Act of Learning
In the act of learning, the students obtain content knowledge, acquire skills, develop work habits and practice the application of real world situations. Project – based learning and assessment represent a set of strategies for the acquisition and application of knowledge, skills, and work ethic through the performance of meaningful tasks.

Content Knowledge
Students develop deep knowledge of theory, principles, facts and concepts of the content through project-based learning. The creativity, critical thinking, problem-solving and communication skills are strengthened in the context of doing real world and authentic meaningful projects.

Performance Tasks
Performance tasks build on earlier content knowledge, process skills, and work habits and are strategically placed in the project to enhance learning as the student “pulls it all together.” Such performance tasks are not “add-ons” at the end of instruction.

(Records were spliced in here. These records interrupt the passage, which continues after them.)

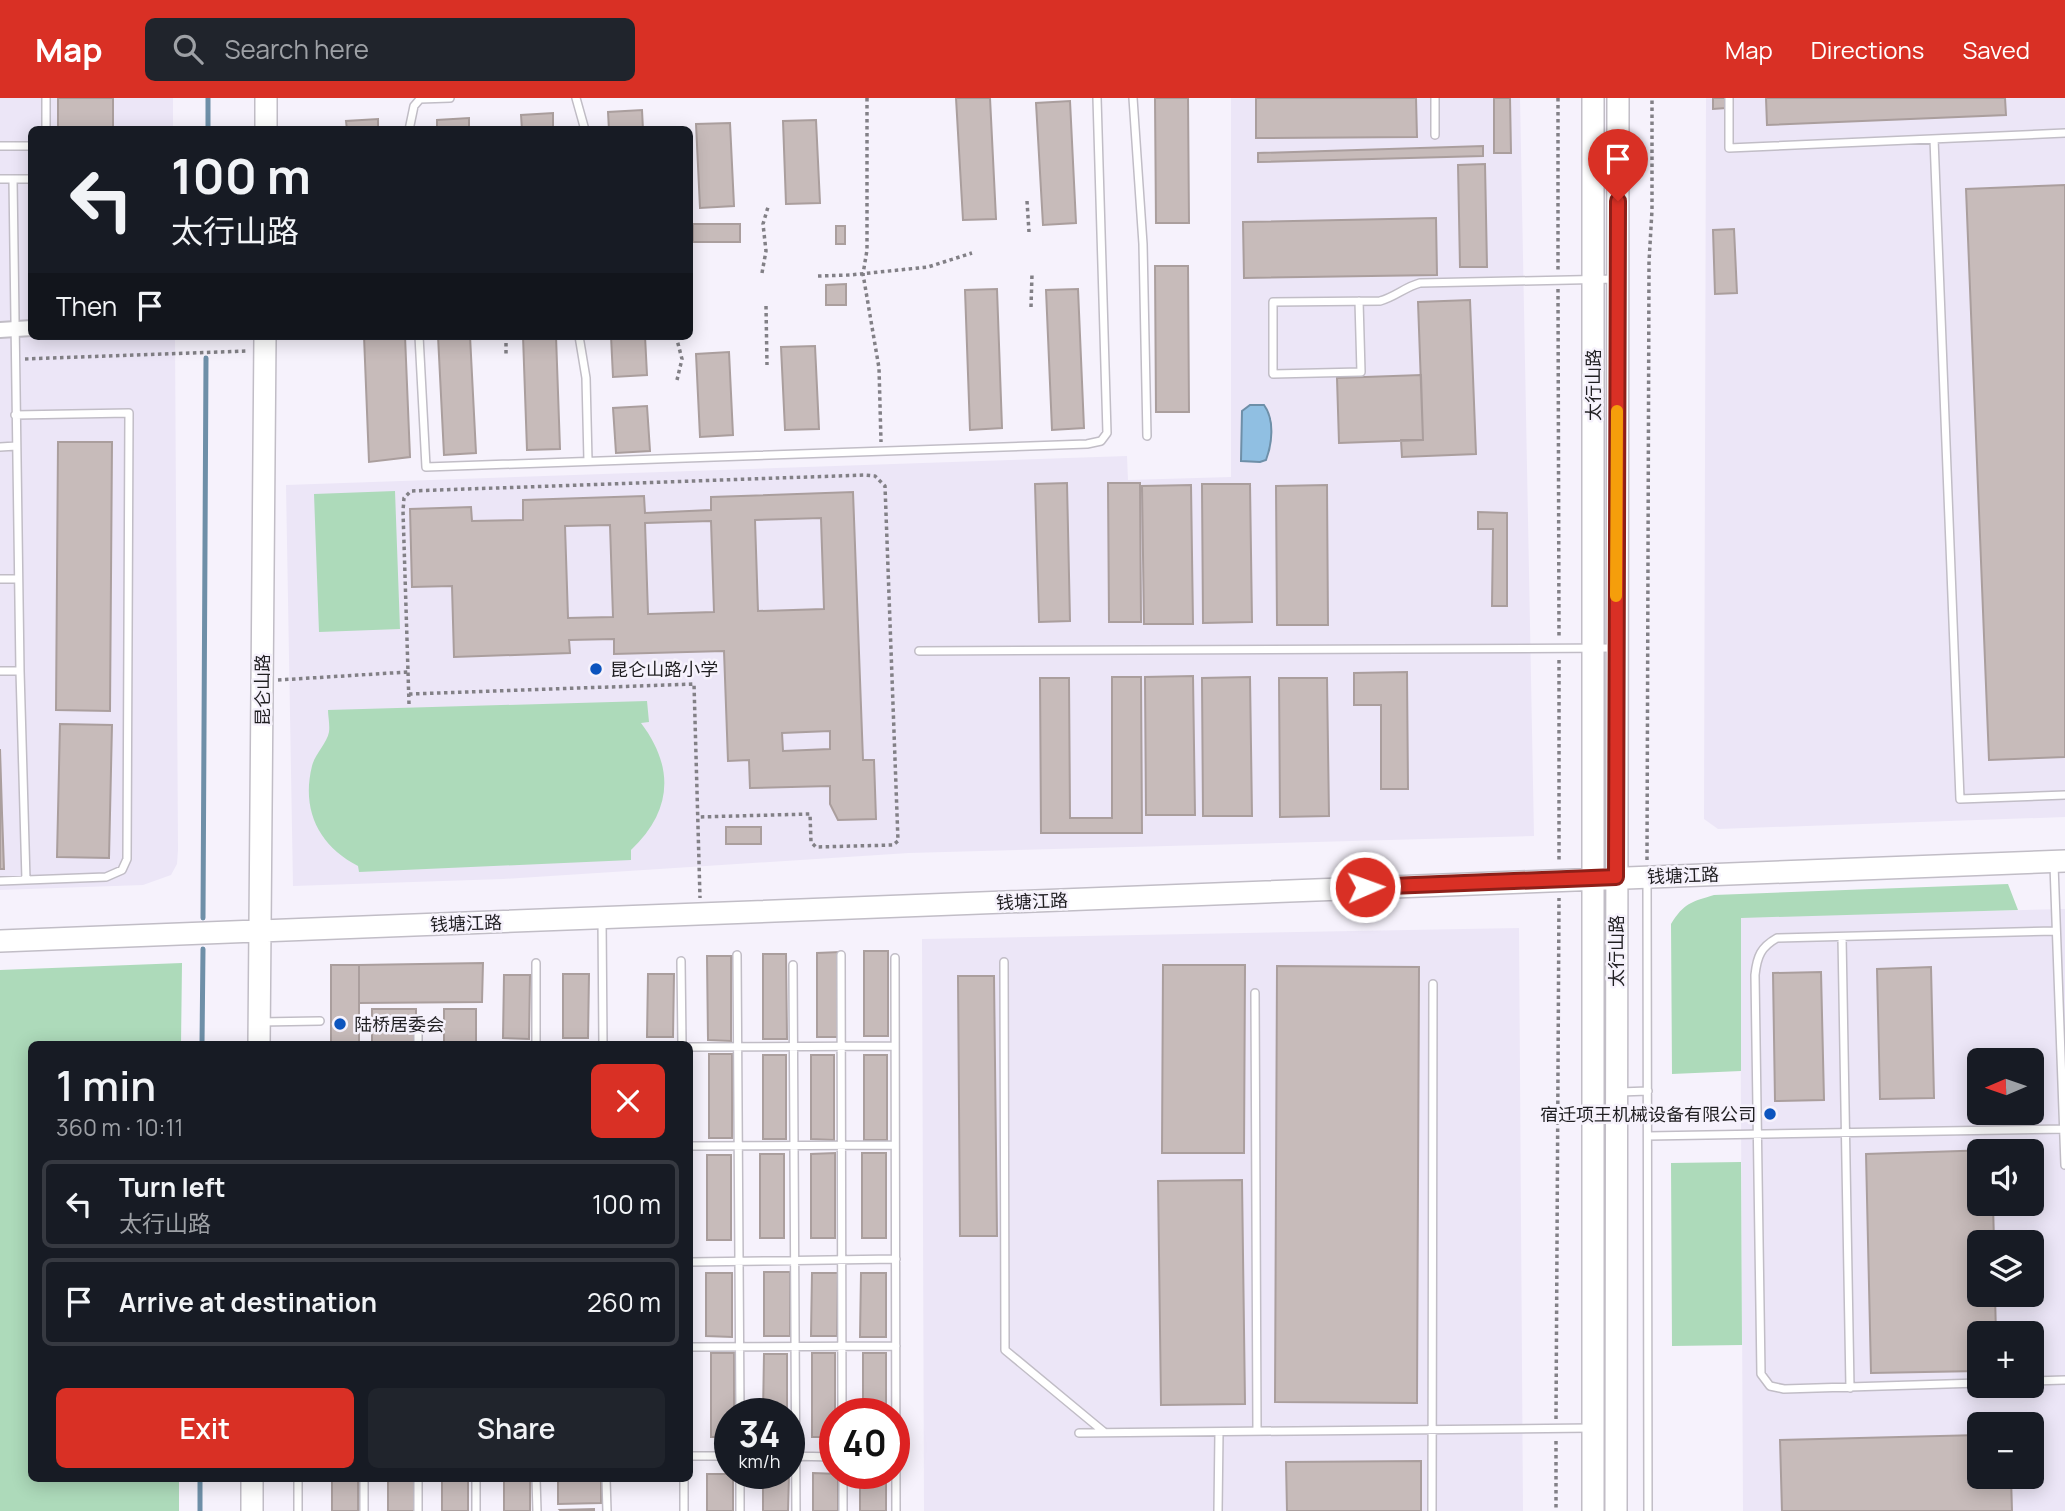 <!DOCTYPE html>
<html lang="en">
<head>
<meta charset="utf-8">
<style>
	:root { --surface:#171b24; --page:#20242c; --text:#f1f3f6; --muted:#9ea1a6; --line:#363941; --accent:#d93025 }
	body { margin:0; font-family:Manrope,"Noto Sans SC",sans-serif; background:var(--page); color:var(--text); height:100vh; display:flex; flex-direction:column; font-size:26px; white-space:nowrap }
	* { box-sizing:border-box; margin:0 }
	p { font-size:23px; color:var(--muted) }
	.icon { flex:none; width:38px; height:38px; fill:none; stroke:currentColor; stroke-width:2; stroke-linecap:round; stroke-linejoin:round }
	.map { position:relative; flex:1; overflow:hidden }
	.drawer { position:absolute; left:28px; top:943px; width:665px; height:441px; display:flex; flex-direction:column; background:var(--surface); border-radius:10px; box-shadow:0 4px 18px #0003 }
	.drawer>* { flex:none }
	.hud { position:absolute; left:28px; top:28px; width:665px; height:214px; border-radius:10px; box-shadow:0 4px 18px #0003; background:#171b24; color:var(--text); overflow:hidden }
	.needle { width:46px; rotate:268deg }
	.buttons { position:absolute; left:1967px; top:950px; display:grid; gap:14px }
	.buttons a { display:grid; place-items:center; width:77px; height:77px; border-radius:10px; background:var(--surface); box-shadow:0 4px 18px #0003; font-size:35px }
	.speed { position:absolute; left:714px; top:1300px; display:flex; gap:14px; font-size:35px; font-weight:700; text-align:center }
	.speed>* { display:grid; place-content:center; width:91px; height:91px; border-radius:50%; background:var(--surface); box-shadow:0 4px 18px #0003; line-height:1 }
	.speed small { font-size:18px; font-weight:400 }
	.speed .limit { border:10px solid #d22; background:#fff; color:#111 }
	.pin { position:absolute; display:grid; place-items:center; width:60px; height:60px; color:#fff; margin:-72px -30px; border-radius:50% 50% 50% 0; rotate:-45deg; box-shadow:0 0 7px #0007 }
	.pin .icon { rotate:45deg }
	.me { position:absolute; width:77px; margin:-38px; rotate:88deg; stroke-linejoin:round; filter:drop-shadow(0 0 5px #0008) }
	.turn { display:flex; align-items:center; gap:24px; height:147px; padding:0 28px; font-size:32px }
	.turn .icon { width:91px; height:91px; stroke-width:2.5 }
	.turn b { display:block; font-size:49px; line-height:60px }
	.then { display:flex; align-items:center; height:66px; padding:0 28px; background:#0003; gap:14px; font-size:26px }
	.round { display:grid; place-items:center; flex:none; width:74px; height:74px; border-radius:10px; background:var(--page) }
	.summary { display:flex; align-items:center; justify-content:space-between; height:119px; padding:0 28px }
	h1 { font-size:42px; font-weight:600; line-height:52px }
	.button { display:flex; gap:14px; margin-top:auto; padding:14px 28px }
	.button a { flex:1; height:80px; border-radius:10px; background:var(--accent); color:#fff; font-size:28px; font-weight:600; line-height:80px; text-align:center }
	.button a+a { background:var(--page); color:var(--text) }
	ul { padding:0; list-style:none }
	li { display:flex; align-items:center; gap:21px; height:88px; margin:0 14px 10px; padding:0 14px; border:4px solid var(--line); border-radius:10px }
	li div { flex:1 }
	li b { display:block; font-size:26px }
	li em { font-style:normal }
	header { display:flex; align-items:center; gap:42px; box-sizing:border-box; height:98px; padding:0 35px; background:var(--accent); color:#fff }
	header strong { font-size:33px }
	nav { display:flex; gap:38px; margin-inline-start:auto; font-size:24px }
	.search { width:490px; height:63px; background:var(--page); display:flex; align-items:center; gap:18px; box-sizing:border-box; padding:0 24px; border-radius:10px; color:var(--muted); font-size:26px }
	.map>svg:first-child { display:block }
</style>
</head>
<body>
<header>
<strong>Map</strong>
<div class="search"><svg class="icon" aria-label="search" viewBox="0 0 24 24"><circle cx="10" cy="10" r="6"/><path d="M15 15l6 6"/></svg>Search here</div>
<nav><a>Map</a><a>Directions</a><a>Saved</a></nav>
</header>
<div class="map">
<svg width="2065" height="1413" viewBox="0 0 2065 1413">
	<rect width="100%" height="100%" fill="#f6f2fc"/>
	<path fill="#ece6f7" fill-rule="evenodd" d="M0 0H173V31L32 32V238H175L178 752 177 766 171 777 143 787 0 792Z
		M1231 0H1520L1534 738 909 755 503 781 293 788 286 387 1127 358 1128 382 1231 379Z
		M1706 0H2065V719L1718 731 1704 721Z
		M2065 811V1413H1743L1740 819ZM1979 962H2032V1015H1979ZM1979 1054H2032V1106H1979ZM1979 1144H2032V1197H1979ZM1979 1236H2032V1288H1979ZM1979 1326H2032V1379H1979Z
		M1519 830 1523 1413H924L922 841Z"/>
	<path fill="#addaba" d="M395 393 400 531 319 534 314 396Z
		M647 603 649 624 641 625C675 670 672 713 631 752V762L359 774 358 768C319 748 301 712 312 668 315 656 327 645 329 634 330 627 328 618 328 612Z
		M2008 786 2018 812 1741 820V973L1672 976 1671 826C1684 805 1691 804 1714 797Z
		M182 865 181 947H32V1381H179V1413H0V872Z
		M1741 1064 1742 1247 1672 1248 1671 1065Z"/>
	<path fill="#90bfe2" stroke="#6e8fa8" stroke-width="2" d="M1250 307H1264C1275 322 1272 346 1266 362L1260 364 1241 363 1242 313Z"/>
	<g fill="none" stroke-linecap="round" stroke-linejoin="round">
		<path stroke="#6e8fa8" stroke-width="5" d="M208 32V0
			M203 820 206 260
			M202 947 203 851
			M200 1413V1381"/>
	</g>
	<path fill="#c7bbba" stroke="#aa9e9d" stroke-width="2" fill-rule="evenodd" d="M58 0H113V32H58Z
		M956 0H990L996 121 963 122Z
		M1155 0H1188L1189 125H1156Z
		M1256 0H1416L1417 39 1256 40Z
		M1494 0H1510L1511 55H1494Z
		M1713 0H1725L1726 10 1713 11Z
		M1766 0H2005L2006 17 1767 27Z
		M1070 3 1076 125 1043 127 1036 5Z
		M642 12 643 32H609L608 14Z
		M553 15V32H522L521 17Z
		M469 20V32H437V22Z
		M378 21V32H347L346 23Z
		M816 22 820 105 786 106 783 23Z
		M730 25 734 108 700 110 696 26Z
		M1483 48V58L1258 64V55Z
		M1485 66 1487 169H1460L1458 67Z
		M2065 87V659L1989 662 1966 91Z
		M1436 120 1437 177 1244 180 1243 124Z
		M693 126H740V144H693Z
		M836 128H845V146H836Z
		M1734 131 1737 195 1715 196 1713 132Z
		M1155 168H1188L1189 314H1156Z
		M846 186V207H826V187Z
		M997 191 1002 330 970 332 965 192Z
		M1078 191 1084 330 1052 332 1046 192Z
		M1470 202 1476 356 1402 359 1401 342H1423L1418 204Z
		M364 238H405L410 359 369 364Z
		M438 238H470L476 355 444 357Z
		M523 238H556L560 351 527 352Z
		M611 238H645L647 277 613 279Z
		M815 248 819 331 785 332 781 249Z
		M729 254 733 337 700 339 696 256Z
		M1421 277 1423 342 1339 345 1337 280Z
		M647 308 650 353 616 355 613 310Z
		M58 344H112L110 613 56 612Z
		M1067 385 1070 523 1039 524 1035 386Z
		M1108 385H1140L1141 524H1109Z
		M1202 386H1250L1252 524 1203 525Z
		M1191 387 1193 526H1144L1142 388Z
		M1327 387 1328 527H1277L1276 388Z
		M853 394 863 662H874L876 721 838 722 830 706V688L750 690 749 662 728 663 724 553 614 556V541L569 542 570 555 454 559 452 488 412 489 410 411 471 409 472 423 523 422V402L644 398 645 415 711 412V399ZM821 420 824 511 758 513 755 422ZM711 423 714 514 648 516 645 425ZM610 427 613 519 568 520 565 428ZM830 633V651L783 653 782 635Z
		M1478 414 1507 415V508H1492L1493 431H1478Z
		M1407 574 1408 691H1381V607H1354V575Z
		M1193 578 1195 717H1146L1145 579Z
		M1112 579H1141L1142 735H1041L1040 580H1069L1070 720H1112Z
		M1250 579 1252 718H1203L1202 580Z
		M1279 580H1327L1329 718 1280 719Z
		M60 626 112 627 109 760 57 759Z
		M0 651 2 715H0Z
		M0 715H2L4 771H0Z
		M726 729H761V746H726Z
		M864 853H888V938H864Z
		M840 854V939H817V855Z
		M763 856H786L787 941H763Z
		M707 858H731V943L708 942Z
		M483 865 482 904 359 905V867Z
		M331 867H359V947H331Z
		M1163 867H1245L1244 1055H1162Z
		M1277 868 1419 869 1417 1305 1275 1304Z
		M1931 869 1934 1000 1880 1001 1877 871Z
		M1821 874 1824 1002 1775 1003 1773 875Z
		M563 876H589L588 940H563Z
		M648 876H674L673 939H647Z
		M504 877H530L529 941 503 940Z
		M958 878H994L997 1138H960Z
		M372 911H416V947H372Z
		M444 911H476V947H444Z
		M709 956H732V1040H709Z
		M763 957H786V1041H763Z
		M811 957H834V1042L811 1041Z
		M864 957H887V1042H864Z
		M1992 1052 1979 1054V1106H1993L1994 1144H1979V1197H1995L1996 1236H1979V1273L1871 1275 1866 1056Z
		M835 1055V1140H811V1056Z
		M862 1055H886V1140H862Z
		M760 1056H784V1140H760Z
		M707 1057H731V1142H707Z
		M1242 1082 1245 1306 1161 1307 1158 1083Z
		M764 1174H790V1238H764Z
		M706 1175H732V1239L706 1238Z
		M812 1175H838L837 1238H811Z
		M861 1175H886V1239H860Z
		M711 1255H734V1316H730V1339H711Z
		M812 1255H835V1339H812Z
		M863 1255H886V1316H863Z
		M764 1256H787V1316H763Z
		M1979 1337V1379H2011L2012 1413H1782L1780 1342Z
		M1421 1363V1413H1287L1286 1364Z
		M813 1375 838 1376V1413H813Z
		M707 1376H733V1413H707Z
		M763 1376H789L788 1413H763Z
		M860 1376H886V1413H860Z
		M332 1381H358V1413H332Z
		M388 1381H414V1413H388Z
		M442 1381H468V1413H442Z
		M504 1381H530V1413H504Z
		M558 1381H601V1405L558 1406Z
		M594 1411V1413H561L560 1412Z"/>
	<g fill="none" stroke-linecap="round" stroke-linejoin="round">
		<defs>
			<path id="lane" d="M576 0 585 32
				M1133 0 1143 146 1147 338
				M1435 0V37
				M1729 0V50L2065 35
				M46 32V0
				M409 32 414 8 420 1 450 0
				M1934 41 1960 701 2065 697
				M0 48H32
				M0 81H32
				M13 81 20 573 26 782
				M1359 203 1361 274 1273 276V204L1380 203C1395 199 1405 189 1420 185L1616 181
				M419 238 426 369 1087 346 1101 343 1107 335 1097 0
				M579 238 586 280 588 363
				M0 349 16 348
				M0 481H18
				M919 553 1616 550
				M0 573H20
				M2054 767 2065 1067
				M1647 780 1648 1413
				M0 783 106 779 122 772 127 761 129 315 15 317
				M602 821 603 947
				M1842 839 1850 1290
				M737 857 740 1316
				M841 857 842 1316
				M895 860 896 1413
				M681 863 682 947
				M1004 864 1005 1252 1104 1334
				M536 865V947
				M793 867 796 1413
				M1255 895 1257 1333
				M260 924 320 923
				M418 947V921
				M690 949 895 948
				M1620 994 1648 993
				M1648 1038 2065 1031
				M690 1048 895 1047
				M690 1164 896 1161
				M690 1249 896 1248
				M2032 1283 2065 1282
				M1979 1285 1784 1291 1770 1288 1761 1276 1755 877C1757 858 1761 849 1777 840L2056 833
				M1079 1335 1591 1330
				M690 1358H730
				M789 1358 835 1359
				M740 1376V1413
				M843 1376V1413
				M298 1381V1413
				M364 1381V1413
				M476 1381V1413
				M536 1381 537 1413
				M606 1381 607 1413
				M684 1381V1413
				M418 1413V1381
				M1218 1413 1219 1334
				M1432 1413 1433 886"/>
			<path id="street" d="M0 232 32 230"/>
			<path id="secondary" d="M266 32V0
				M0 843 2065 763
				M259 947 265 238
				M252 1413V1381
				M1593 1413V0
				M1616 1413 1618 0"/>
		</defs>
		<use href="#lane" stroke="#c1bdc6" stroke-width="10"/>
		<use href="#street" stroke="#c1bdc6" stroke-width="18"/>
		<use href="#secondary" stroke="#c1bdc6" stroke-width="24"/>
		<path stroke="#828086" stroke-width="3.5" stroke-dasharray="3.5 3.5" stroke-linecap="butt" d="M867 0V152L863 176 879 270 881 344
			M1558 0V173
			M1027 103 1029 134
			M762 175 766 153 763 126 768 109
			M818 178 850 177 928 169 972 155
			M1558 191 1559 540
			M766 208 767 267
			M1031 209 1032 176
			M506 238V257
			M676 238 682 261 677 282
			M25 261 248 253
			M1559 562V764
			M278 582 408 574
			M409 596 694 586 700 800
			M409 606 403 413 404 400 411 393 864 377 875 378 885 388 898 743 893 747 816 749 811 744 810 716 698 719
			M1647 762 1649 164 1652 112V0
			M1556 1321 1559 800
			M1556 1343V1413"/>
		<use href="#lane" stroke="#fff" stroke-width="7"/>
		<use href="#street" stroke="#fff" stroke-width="14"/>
		<use href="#secondary" stroke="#fff" stroke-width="21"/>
	</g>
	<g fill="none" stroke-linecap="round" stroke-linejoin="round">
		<defs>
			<path id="route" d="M1365 789 1616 779 1618 103"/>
		</defs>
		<use href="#route" stroke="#8d1f18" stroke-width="18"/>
		<use href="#route" stroke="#d93025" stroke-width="12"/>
		<path stroke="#f59e0b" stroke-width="12" d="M1616 498 1617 313"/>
	</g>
	<g fill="#0c54be" stroke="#f6f2fc" stroke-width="2.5">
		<circle cx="596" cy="571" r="7"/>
		<circle cx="340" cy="926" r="7"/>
		<circle cx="1770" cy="1016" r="7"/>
	</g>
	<g text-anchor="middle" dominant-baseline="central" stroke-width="5" stroke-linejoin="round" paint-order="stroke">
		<g font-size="18" fill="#201f22" stroke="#f6f2fc">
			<text transform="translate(1593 287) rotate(-90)">太行山路</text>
			<text transform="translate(262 592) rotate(-90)">昆仑山路</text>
			<text transform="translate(1683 777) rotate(-2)">钱塘江路</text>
			<text transform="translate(1032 803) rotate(-2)">钱塘江路</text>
			<text transform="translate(466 825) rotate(-2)">钱塘江路</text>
			<text transform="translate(1616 853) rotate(-90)">太行山路</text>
		</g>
		<g font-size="18" fill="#201f22" stroke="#f6f2fc" text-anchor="start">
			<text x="610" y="571">昆仑山路小学</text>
			<text x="354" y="926">陆桥居委会</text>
			<text x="1756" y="1016" text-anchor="end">宿迁项王机械设备有限公司</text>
		</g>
	</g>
</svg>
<div class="buttons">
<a><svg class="needle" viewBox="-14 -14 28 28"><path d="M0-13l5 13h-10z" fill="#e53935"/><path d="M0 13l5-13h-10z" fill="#9ea1a6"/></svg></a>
<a><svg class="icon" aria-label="sound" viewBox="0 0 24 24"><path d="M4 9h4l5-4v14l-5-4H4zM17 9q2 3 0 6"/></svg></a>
<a><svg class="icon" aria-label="layers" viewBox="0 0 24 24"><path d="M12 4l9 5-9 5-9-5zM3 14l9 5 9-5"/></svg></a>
<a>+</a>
<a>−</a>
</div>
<div class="speed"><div>34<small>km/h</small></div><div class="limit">40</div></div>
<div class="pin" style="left:1618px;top:103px;background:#d93025"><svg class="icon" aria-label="arrive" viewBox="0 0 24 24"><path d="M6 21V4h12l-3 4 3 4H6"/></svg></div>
<svg class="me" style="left:1365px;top:789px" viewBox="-20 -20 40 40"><circle r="17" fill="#d93025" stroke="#fff" stroke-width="3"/><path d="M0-11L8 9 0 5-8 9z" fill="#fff"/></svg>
<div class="hud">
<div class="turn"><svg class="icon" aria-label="left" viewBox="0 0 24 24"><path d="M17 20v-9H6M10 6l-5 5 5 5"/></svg><div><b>100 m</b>太行山路</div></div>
<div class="then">Then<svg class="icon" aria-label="arrive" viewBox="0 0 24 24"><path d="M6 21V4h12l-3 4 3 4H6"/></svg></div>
</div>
<section class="drawer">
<div class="summary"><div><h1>1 min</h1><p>360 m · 10:11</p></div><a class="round" style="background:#d93025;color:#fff"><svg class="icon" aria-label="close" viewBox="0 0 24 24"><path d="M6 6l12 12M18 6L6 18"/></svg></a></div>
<ul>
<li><svg class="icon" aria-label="left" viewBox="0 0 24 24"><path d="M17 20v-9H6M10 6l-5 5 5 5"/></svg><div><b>Turn left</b><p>太行山路</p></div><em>100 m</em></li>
<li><svg class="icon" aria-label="arrive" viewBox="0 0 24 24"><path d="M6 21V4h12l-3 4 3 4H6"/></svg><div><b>Arrive at destination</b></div><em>260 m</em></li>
</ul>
<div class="button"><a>Exit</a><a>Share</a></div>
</section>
</div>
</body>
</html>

They are both an integral part of the learning and an opportunity to assess the quality of student performance. When the goal of teaching and learning is knowing and using, the performance-based projects emerge.

Presentation of Learning
The students present their content knowledge through exhibitions to the community, industry partners, families, school partners, corporations, organizations and other schools four times a year. The visitors assess the student’s content knowledge by asking questions, scoring their presentation, analyzing their final product and identifying 21st century skills. Presentation of learning are the students main Performance Assessment for their project.

Process Skills
Higher-order thinking or process skills can come from the various disciplines, such as writing or analyzing text in language arts or math computation and problem-solving skills. Other process skills cut across subject area lines that allow students to have a deeper understanding of the content through project-based learning.

Work Habit
Leadership, initiative, time management, individual responsibility, honesty, persistence, interpersonal skills, appreciation of diversity, problem solving and working cooperatively with others are examples of work habits necessary for an individual to be successful in life. When students take ownership of their own learning their confidence soars which has a positive ripple effect on their grades, attendance, engagement in school and obtaining a career.